BEGIN

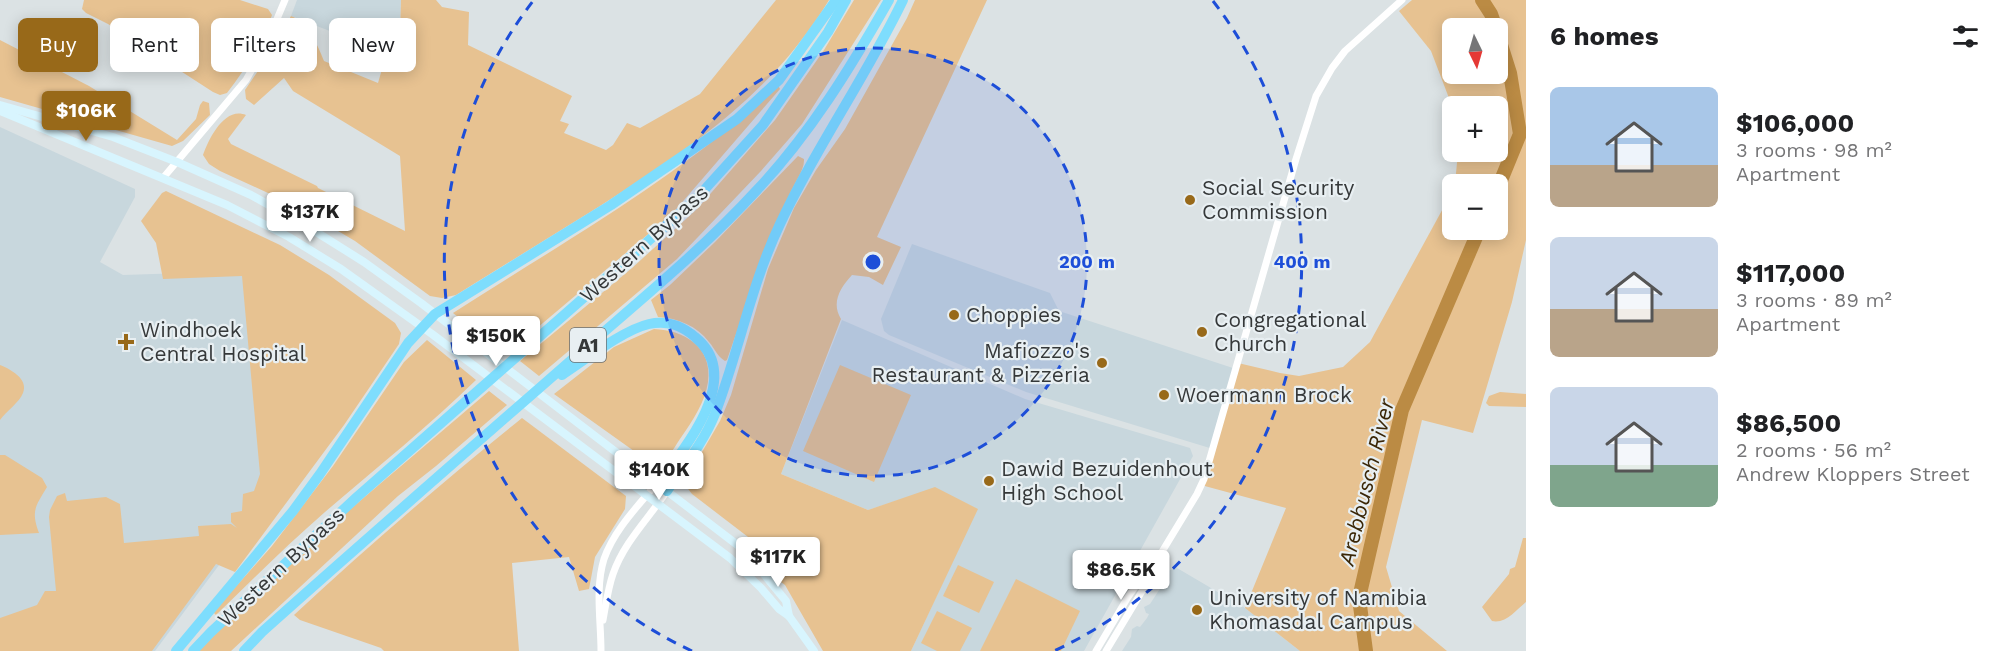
<!DOCTYPE html>
<meta charset="utf-8">
<style>
body{margin:0;font-family:"Work Sans",sans-serif;background:#f2f2f2;color:#202124;height:100vh;display:flex;flex-direction:column;font-size:22px;white-space:nowrap}
*{box-sizing:border-box;margin:0}
p{font-size:20px;color:#757577}
.icon{flex:none;width:33px;height:33px;fill:none;stroke:currentColor;stroke-width:2;stroke-linecap:round;stroke-linejoin:round}
.map{position:relative;flex:1;overflow:hidden}
.details{display:flex;flex-direction:column;background:#fff;width:480px}
.details>*{flex:none}
.guide{position:absolute;left:18px;top:18px;width:570px;height:54px;display:flex;gap:12px}
.needle{width:39px;rotate:175deg}
.buttons{position:absolute;left:1442px;top:18px;display:grid;gap:12px}
.buttons a{display:grid;place-items:center;width:66px;height:66px;border-radius:9px;background:#fff;box-shadow:0 3px 15px #0003;font-size:30px}
.price{position:absolute;translate:-50% -51px;padding:0 14px;border-radius:6px;background:#fff;color:#222;font-size:20px;line-height:39px;filter:drop-shadow(0 2px 3px #0008)}
.price::after{content:'';position:absolute;left:50%;top:36px;width:18px;height:14px;margin-left:-9px;background:inherit;clip-path:polygon(0 0,100% 0,50% 100%)}
.price.selected{background:#986919;color:#fff}
ul{padding:0;list-style:none}
li{display:flex;align-items:center;gap:18px;height:150px;padding:0 24px}
li span{display:grid;place-items:center;flex:none;width:168px;height:120px;border-radius:9px;color:#555}
li>.icon{margin-inline-start:auto}
span .icon{width:72px;height:72px;fill:#fffc;stroke-width:1}
li b{font-size:26px}
h2{display:flex;justify-content:space-between;align-items:center;height:72px;padding:0 24px;font-size:26px}
.chip{padding:0 21px;border-radius:9px;background:#fff;box-shadow:0 3px 15px #0003;font-size:21px;line-height:54px}
.chip.selected{background:#986919;color:#fff}
main{display:flex;flex:1;min-height:0}
.map>svg:first-child{display:block}
</style>
<main>
<div class="map">
<svg width="1526" height="651" viewBox="0 0 1526 651">
<rect width="100%" height="100%" fill="#dbe2e4"/>
<g fill="#c8d7dd">
<path d="M297,0H401L400,34L389,45L371,47L291,16Z"/>
<path d="M0,127L135,189V197L100,262L123,275L246,271L313,439L155,651H0Z"/>
<path d="M912,244L1050,293L1059,311L1236,369L1213,449L1026,392L889,335L884,331L881,319Z"/>
<path d="M842,320L1025,399L1190,448L1193,456L1084,651H911L977,509L935,488L868,510L781,474Z"/>
<path d="M1177,568L1245,608L1300,651H1122L1131,637L1132,629L1137,626L1140,627L1147,618L1149,614L1146,613L1144,607L1150,604L1165,581L1167,576L1164,572Z"/>
</g>
<g fill="#e7c291" fill-rule="evenodd">
<path d="M84,0H240L268,9L272,15C262,44 245,69 227,93L220,95L213,92L108,24L86,13L82,9Z"/>
<path d="M401,0H436L442,7L469,12L468,45L572,96L560,121L569,124L564,133L606,150L613,145L627,123L640,128L700,94L776,0H829C772,94 691,148 600,206C552,236 504,265 456,295L442,298L430,296L355,241L294,205L220,171L209,164L203,155C209,138 225,106 246,115L228,139L231,144L317,186L318,188L405,231L400,156L293,91L284,78L254,105L246,99L245,90L260,68L291,16C307,22 318,45 324,61L378,83L389,45L400,34Z"/>
<path d="M854,0H881L802,124L761,171L677,259L539,376L520,361L632,268L697,209L775,120L824,50Z"/>
<path d="M915,0H987L877,237L901,247L883,285L869,277L852,275C840,288 831,303 841,319L781,474L868,510L935,487L978,509L911,651H823L785,585L777,579L752,540L692,494L685,485V474L702,452L720,421L731,395L768,269L794,208L816,170L845,129L907,18Z"/>
<path d="M1412,0H1526V240L1512,302L1473,433L1422,420L1386,567L1399,611L1447,651H1300L1245,608L1286,508L1201,485L1238,363L1280,373L1299,376L1343,367L1370,342L1452,192V230H1497V184H1455L1458,152H1497V106H1452L1431,51L1399,11ZM1452,28H1497V74H1452Z"/>
<path d="M0,40L89,86L177,140L196,119L200,105L203,101L209,103L210,115L183,141L172,146L0,97Z"/>
<path d="M778,85L780,89L672,214L505,355L453,313C563,242 683,176 778,85Z"/>
<path d="M798,156L804,159C805,170 793,185 789,196C767,251 746,304 727,360L725,361C717,356 715,349 709,342C697,326 678,318 658,317L651,300L670,285L715,242Z"/>
<path d="M166,191L280,245L329,275L395,323L401,333L399,344L344,425L235,572L216,564L152,651H0V618L37,605L45,591H56L49,517L50,510L57,496L65,493L67,501L106,497L120,504L124,543L199,536L198,526L231,524L237,528L231,522V513L242,511L243,494L254,491L260,474L242,276L163,279L156,243L141,221L162,193Z"/>
<path d="M654,329C684,330 713,347 708,382C705,402 693,420 682,436C675,446 670,457 659,464L648,461L554,394L614,347Z"/>
<path d="M427,340L476,380C428,427 376,468 325,512C287,545 252,580 216,615L213,612L272,546L333,466L404,362Z"/>
<path d="M0,365C10,369 29,379 23,393C19,403 6,411 0,420Z"/>
<path d="M840,365L911,395L874,482L803,451Z"/>
<path d="M489,391L507,405L436,466L398,496L231,651H199C288,557 391,476 489,391Z"/>
<path d="M1500,392L1526,394V407L1489,406L1486,403L1489,396Z"/>
<path d="M522,418L626,496L625,509L595,557L589,589L579,591L569,557L512,563L519,651H384L381,648L300,620L294,615C368,546 444,481 522,418Z"/>
<path d="M0,455H5L42,478L47,487C35,507 31,511 39,533L0,535Z"/>
<path d="M1523,538H1526V602C1516,610 1506,624 1492,621L1482,607L1509,574L1510,569L1515,567Z"/>
<path d="M958,565L994,582L979,613L943,596Z"/>
<path d="M1016,579L1080,611L1061,651H980Z"/>
<path d="M937,611L972,628L960,651H937L921,643Z"/>
</g>
<g fill="none" stroke-linecap="round" stroke-linejoin="round">
<g stroke="#bb8b44" stroke-width="14">
<path d="M1482,0L1491,14L1496,28"/>
<path d="M1497,32L1510,73L1520,134L1497,190"/>
<path d="M1366,651L1359,598L1402,410L1479,230"/>
</g>
<g stroke="#fff" stroke-width="7">
<path d="M163,178L246,80L266,45L285,0"/>
<path d="M603,620C606,604 608,588 613,574C624,542 649,518 667,491"/>
<path d="M601,651C601,621 595,588 604,559C614,530 638,506 657,483"/>
<path d="M1096,651L1128,597L1152,563L1157,560"/>
<path d="M1106,651L1156,568L1157,560L1197,494L1204,479L1296,159L1316,96L1332,68L1345,51L1402,0"/>
</g>
<g stroke="#d8f5fe" stroke-width="8">
<path d="M0,105L113,137L177,162L251,195L313,230L364,262L421,303L744,550L786,601L789,616"/>
<path d="M0,111L227,205L289,237L341,269L432,334L730,558L761,588L779,609L789,616L814,651"/>
</g>
<g stroke="#7eddfd" stroke-width="10">
<path d="M562,375C585,360 623,330 649,324C667,320 681,325 695,337C745,377 685,449 657,483"/>
<path d="M667,491C684,466 704,442 715,414C739,351 751,285 780,224C816,147 866,77 903,0"/>
<path d="M176,651L293,511L320,474L408,343L435,314L611,205L737,119L779,80L836,0"/>
<path d="M193,651L211,632L357,497L696,199L763,125L828,32L846,0"/>
<path d="M244,651L262,632C366,539 471,448 576,356C638,302 702,250 757,190C810,134 851,67 889,0"/>
</g>
</g>
<circle cx="873" cy="262" r="214" fill="#1d4ed8" fill-opacity=".12"/>
<g fill="none" stroke="#1d4ed8" stroke-width="3" stroke-dasharray="10 8">
<circle cx="873" cy="262" r="214"/>
<path d="M692 651A429 429 0 0 1 533 1M1213 1A429 429 0 0 1 1054 651"/>
</g>
<g fill="#986919" stroke="#e8eff2" stroke-width="2">
<circle cx="1190" cy="200" r="6"/>
<circle cx="954" cy="315" r="6"/>
<circle cx="1202" cy="332" r="6"/>
<path d="M123 333h6v6h6v6h-6v6h-6v-6h-6v-6h6z"/>
<circle cx="1102" cy="363" r="6"/>
<circle cx="1164" cy="395" r="6"/>
<circle cx="989" cy="481" r="6"/>
<circle cx="1197" cy="610" r="6"/>
</g>
<g text-anchor="middle" stroke-width="4.5" stroke-linejoin="round" paint-order="stroke">
<rect fill="#e8eff2" stroke="#6b6f70" stroke-width="1.5" x="570" y="328" width="36" height="34" rx="4.5"/>
<g font-size="20" font-weight="bold" fill="#353839">
<text x="588" y="352">A1</text>
</g>
<g font-size="21" fill="#353839" stroke="#e8eff2" text-anchor="start">
<text x="1202" y="195">Social Security<tspan x="1202" dy="24">Commission</tspan></text>
<text x="966" y="322">Choppies</text>
<text x="1214" y="327">Congregational<tspan x="1214" dy="24">Church</tspan></text>
<text x="140" y="337">Windhoek<tspan x="140" dy="24">Central Hospital</tspan></text>
<text x="1090" y="358" text-anchor="end">Mafiozzo's<tspan x="1090" dy="24">Restaurant &amp; Pizzeria</tspan></text>
<text x="1176" y="402">Woermann Brock</text>
<text x="1001" y="476">Dawid Bezuidenhout<tspan x="1001" dy="24">High School</tspan></text>
<text x="1209" y="605">University of Namibia<tspan x="1209" dy="24">Khomasdal Campus</tspan></text>
</g>
<g font-size="21" fill="#353839" stroke="#e8eff2">
<text transform="translate(644 244) rotate(-42)" y="7">Western Bypass</text>
<text transform="translate(281 567) rotate(-43)" y="7">Western Bypass</text>
</g>
<g font-size="22" font-style="italic" fill="#3b2707" stroke="#e8eff2">
<text transform="translate(1366 482) rotate(-76)" y="8">Arebbusch River</text>
</g>
</g>
<circle cx="873" cy="262" r="9" fill="#1d4ed8" stroke="#e8eff2" stroke-width="3"/>
<g font-size="18" text-anchor="middle" font-weight="bold" fill="#1d4ed8" stroke="#e8eff2" stroke-width="4.5" stroke-linejoin="round" paint-order="stroke">
<text x="1087" y="268">200 m</text>
<text x="1302" y="268">400 m</text>
</g>
</svg>
<div class="buttons">
<a><svg class="needle" viewBox="-14 -14 28 28"><path d="M0-13l5 13h-10z" fill="#e53935"/><path d="M0 13l5-13h-10z" fill="#757577"/></svg></a>
<a>+</a>
<a>−</a>
</div>
<b class="price selected" style="left:86px;top:142px">$106K</b>
<b class="price" style="left:310px;top:243px">$137K</b>
<b class="price" style="left:496px;top:367px">$150K</b>
<b class="price" style="left:659px;top:501px">$140K</b>
<b class="price" style="left:778px;top:588px">$117K</b>
<b class="price" style="left:1121px;top:601px">$86.5K</b>
<div class="guide">
<a class="chip selected">Buy</a>
<a class="chip">Rent</a>
<a class="chip">Filters</a>
<a class="chip">New</a>
</div>
</div>
<section class="details">
<h2>6 homes<svg class="icon" aria-label="filters" viewBox="0 0 24 24"><path d="M4 7h16M4 17h16"/><circle cx="9" cy="7" r="2"/><circle cx="15" cy="17" r="2"/></svg></h2>
<ul>
<li><span style="background:linear-gradient(#a9c7e8 65%,#b9a48a 0)"><svg class="icon" aria-label="home" viewBox="0 0 24 24"><path d="M3 11l9-7 9 7M6 9v11h12V9"/></svg></span><div><b>$106,000</b><p>3 rooms · 98 m²</p><p>Apartment</p></div></li>
<li><span style="background:linear-gradient(#c9d6e8 60%,#b9a48a 0)"><svg class="icon" aria-label="home" viewBox="0 0 24 24"><path d="M3 11l9-7 9 7M6 9v11h12V9"/></svg></span><div><b>$117,000</b><p>3 rooms · 89 m²</p><p>Apartment</p></div></li>
<li><span style="background:linear-gradient(#c9d6e8 65%,#7fa58c 0)"><svg class="icon" aria-label="home" viewBox="0 0 24 24"><path d="M3 11l9-7 9 7M6 9v11h12V9"/></svg></span><div><b>$86,500</b><p>2 rooms · 56 m²</p><p>Andrew Kloppers Street</p></div></li>
</ul>
</section>
</main>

END

Problem ->
A complete answer gives every line of the records holding "grid".

Answer ->
.buttons{position:absolute;left:1442px;top:18px;display:grid;gap:12px}
.buttons a{display:grid;place-items:center;width:66px;height:66px;border-radius:9px;background:#fff;box-shadow:0 3px 15px #0003;font-size:30px}
li span{display:grid;place-items:center;flex:none;width:168px;height:120px;border-radius:9px;color:#555}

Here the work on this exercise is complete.